Derek, the night administrator, sat behind the front desk, eyebrows scrunched together. “Aren’t you guys supposed to be on a mission right now?”
I leaned over the counter, glaring at him. “Call Jaffrin in. He’s gotta be back by now.”
Derek glanced nervously from me to his computer. “It’s one in the morning.”
“Do I look like I care?” Jaffrin might have set us up. I couldn’t knock that feeling, though I knew it was likely my own bias. But if he didn’t know, he needed to. Right fucking now. “Tell him Landshaft is involved.”
Derek’s eyes bugged wide. “I’m sorry—what?”
“Call Jaffrin,” I shouted. “Now.”
“Krystin, you can’t be serious,” Ben said as Derek made the call.
I trailed back into the hallway, where the rest of my team still stood, now with shocked faces. “Yes. That’s exactly why I pulled the plug. We can’t take them on.”

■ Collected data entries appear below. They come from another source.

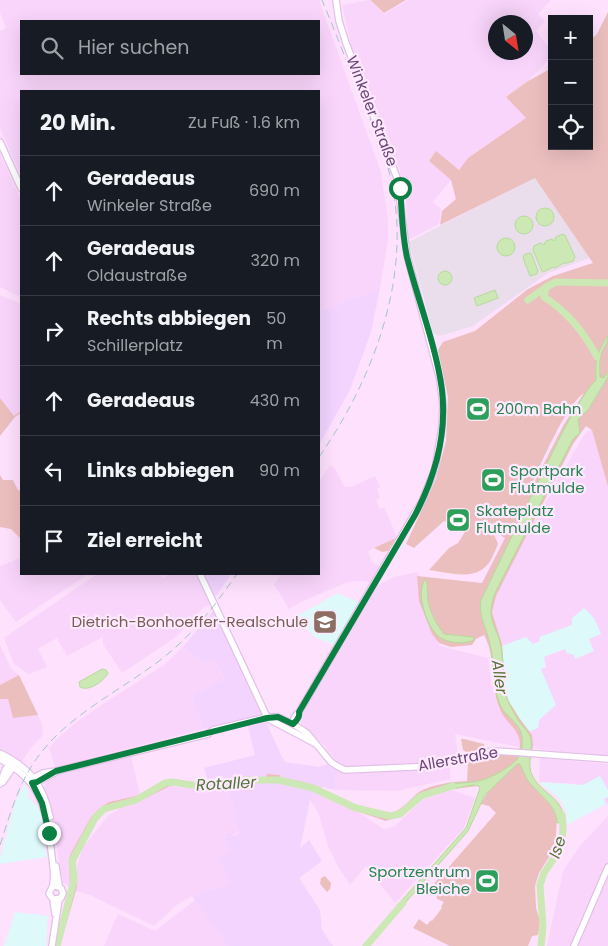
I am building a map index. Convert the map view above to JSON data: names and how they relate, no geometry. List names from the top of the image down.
{
  "streets": {
    "street": ["Winkeler Straße", "Allerstraße"]
  },
  "crossings": [
    ["Winkeler Straße", "Allerstraße"]
  ],
  "water": ["Aller", "Rotaller", "Ise"],
  "places": {
    "sports": [
      "200m Bahn",
      "Sportpark Flutmulde",
      "Skateplatz Flutmulde",
      "Sportzentrum Bleiche"
    ],
    "school or university": ["Dietrich-Bonhoeffer-Realschule"]
  },
  "north": "bottom right",
  "page": {
    "map_buttons": ["+", "−"],
    "search": "Hier suchen",
    "heading": ["20 Min.", "Zu Fuß · 1.6 km"],
    "list": [
      ["Geradeaus", "Winkeler Straße", "690 m"],
      ["Geradeaus", "Oldaustraße", "320 m"],
      ["Rechts abbiegen", "Schillerplatz", "50 m"],
      ["Geradeaus", "430 m"],
      ["Links abbiegen", "90 m"],
      "Ziel erreicht"
    ]
  }
}
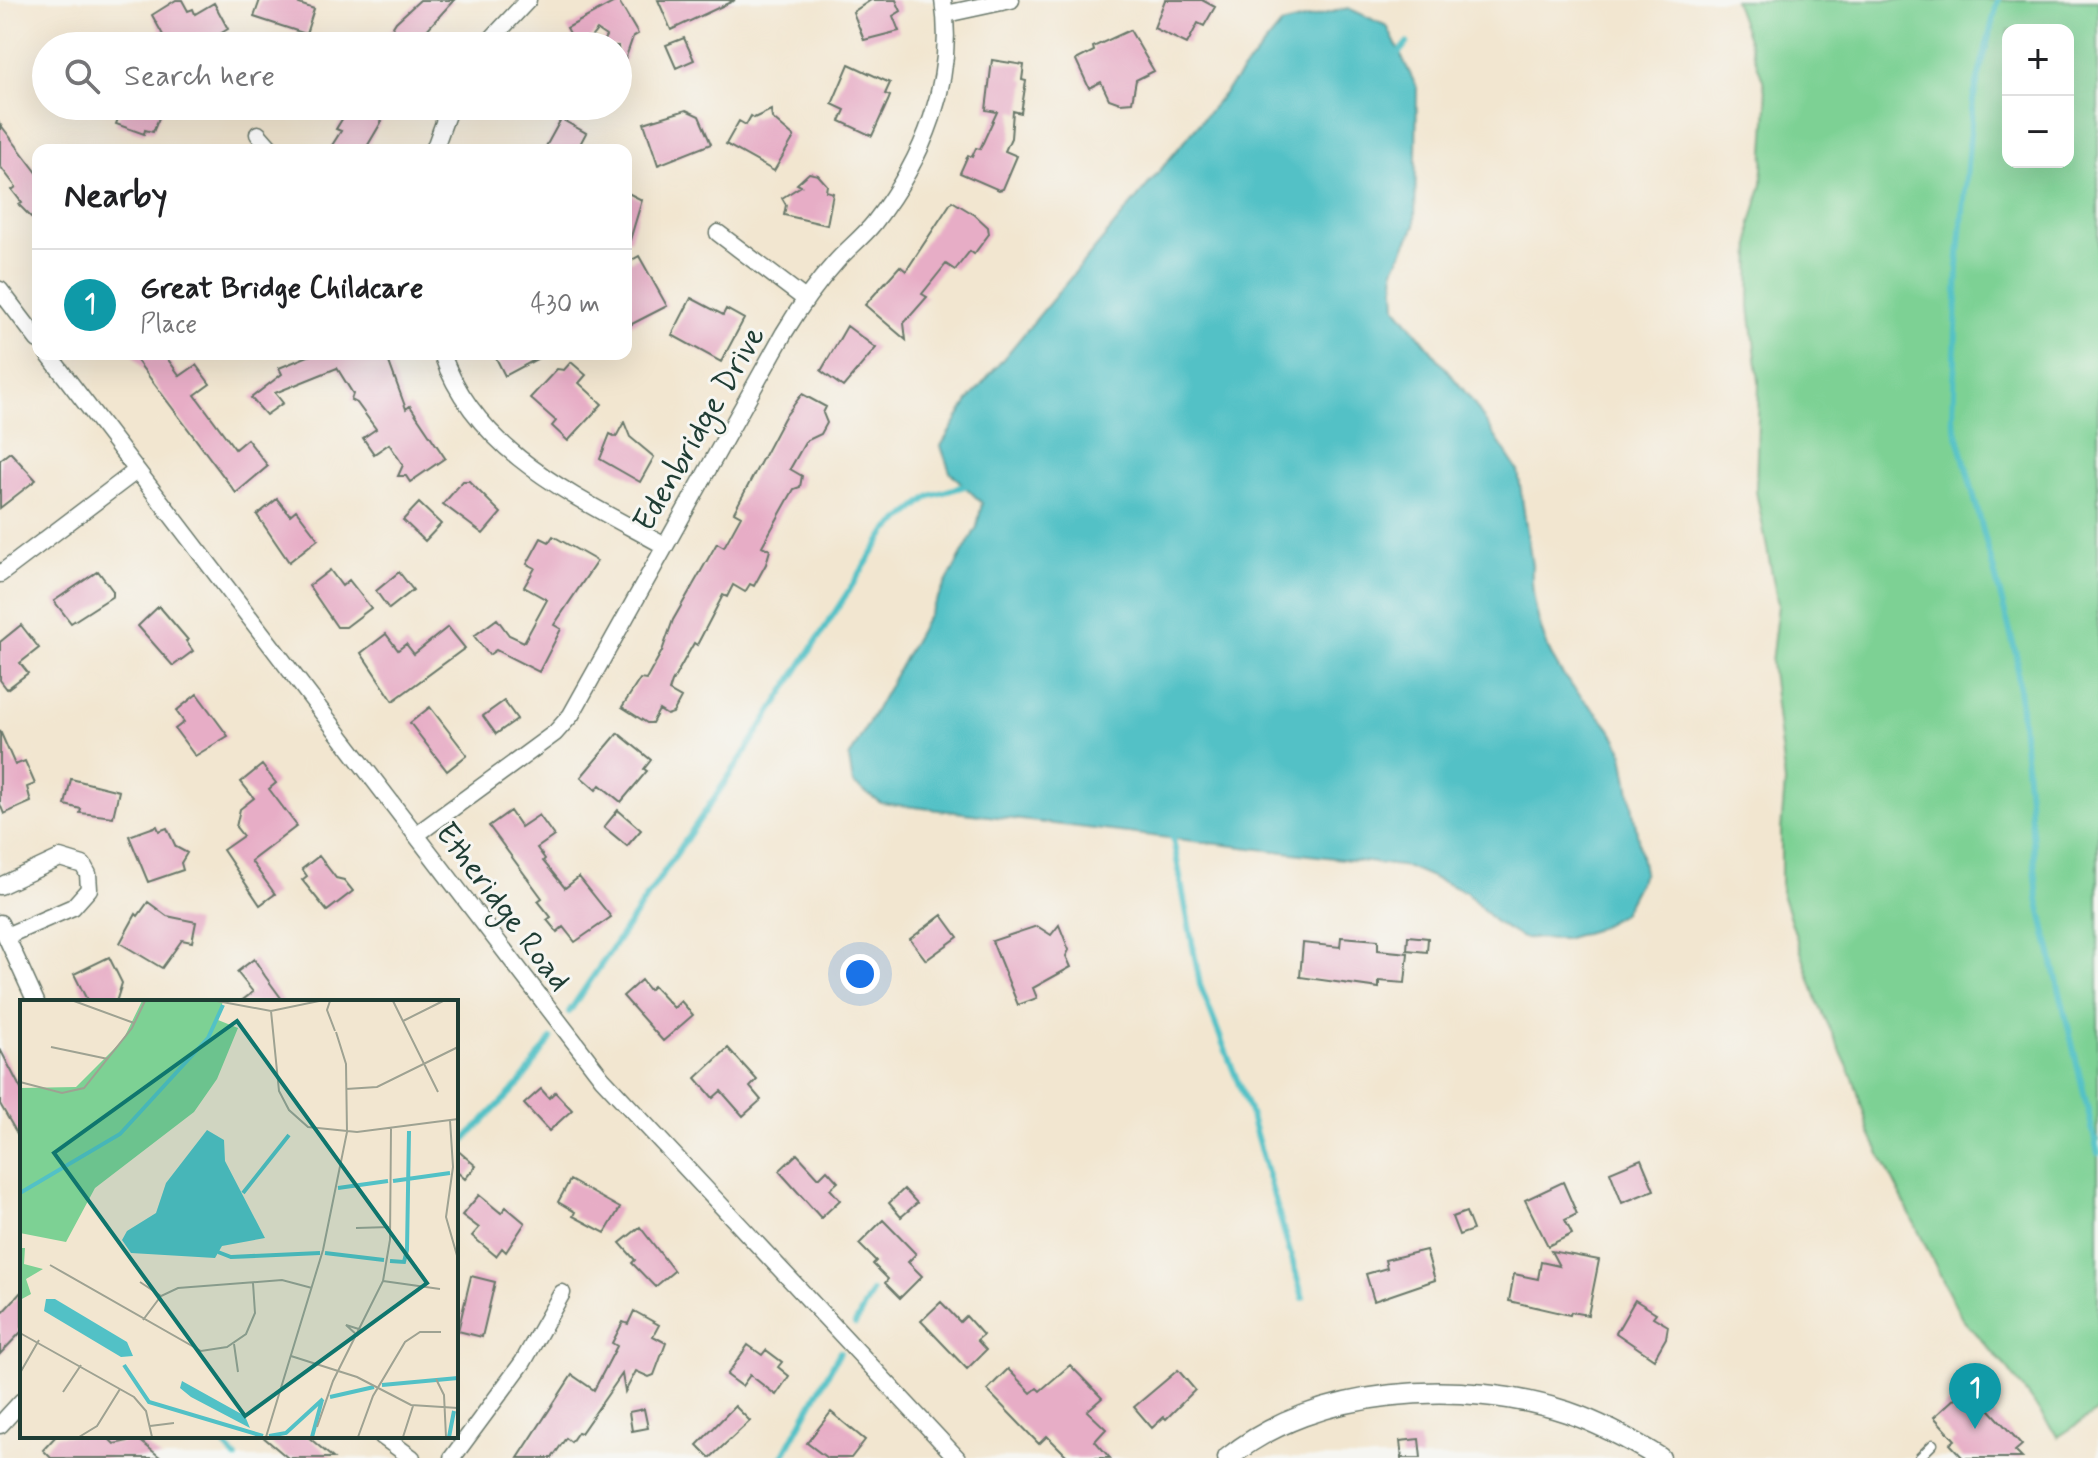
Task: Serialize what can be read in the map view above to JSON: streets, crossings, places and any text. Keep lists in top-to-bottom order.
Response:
{
  "streets": {
    "street": ["Edenbridge Drive", "Etheridge Road"]
  },
  "crossings": [
    ["Edenbridge Drive", "Etheridge Road"]
  ],
  "page": {
    "map_buttons": ["+", "−"],
    "search": "Search here",
    "heading": "Nearby",
    "list": [
      {
        "mark": "1",
        "name": "Great Bridge Childcare",
        "note": "Place",
        "value": "430 m"
      }
    ],
    "pins": "1"
  }
}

Ben swallowed hard and ran a hand over his face. “This is…”
“Not good, I know,” I said.
“Are you sure?” Nate asked. “It seemed like a normal house to me. You know, for a demon nest.”
“That was Tatiana Viynar,” Shawn said, hands clasped behind his back in a military pose. “Head Huntress of Ember witches. She’s known in this area in particular.”
Ben’s eyes narrowed. “And you know this because?”
“Training, mostly,” Shawn said. “And hearsay. I went through my training period with a handful of Ember witches. They were all told not to go to New Hampshire for this very reason, not to mention the fact that everyone knows the top bounty hunters operate within Landshaft. The Trade isn’t a joke.”